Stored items
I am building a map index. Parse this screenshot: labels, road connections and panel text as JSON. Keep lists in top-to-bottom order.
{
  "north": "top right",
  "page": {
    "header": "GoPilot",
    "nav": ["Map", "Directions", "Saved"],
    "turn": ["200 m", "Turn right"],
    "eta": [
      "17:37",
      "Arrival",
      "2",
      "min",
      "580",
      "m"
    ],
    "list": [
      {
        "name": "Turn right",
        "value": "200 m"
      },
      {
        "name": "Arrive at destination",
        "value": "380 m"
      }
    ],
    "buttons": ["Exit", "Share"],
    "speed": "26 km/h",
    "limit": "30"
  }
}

**EXERCISE REQUIREMENTS:** Print all the records exactly as written.

**SOLVED EXERCISE:**
I am building a map index. Parse this screenshot: labels, road connections and panel text as JSON. Keep lists in top-to-bottom order.
{
  "north": "top right",
  "page": {
    "header": "GoPilot",
    "nav": ["Map", "Directions", "Saved"],
    "turn": ["200 m", "Turn right"],
    "eta": [
      "17:37",
      "Arrival",
      "2",
      "min",
      "580",
      "m"
    ],
    "list": [
      {
        "name": "Turn right",
        "value": "200 m"
      },
      {
        "name": "Arrive at destination",
        "value": "380 m"
      }
    ],
    "buttons": ["Exit", "Share"],
    "speed": "26 km/h",
    "limit": "30"
  }
}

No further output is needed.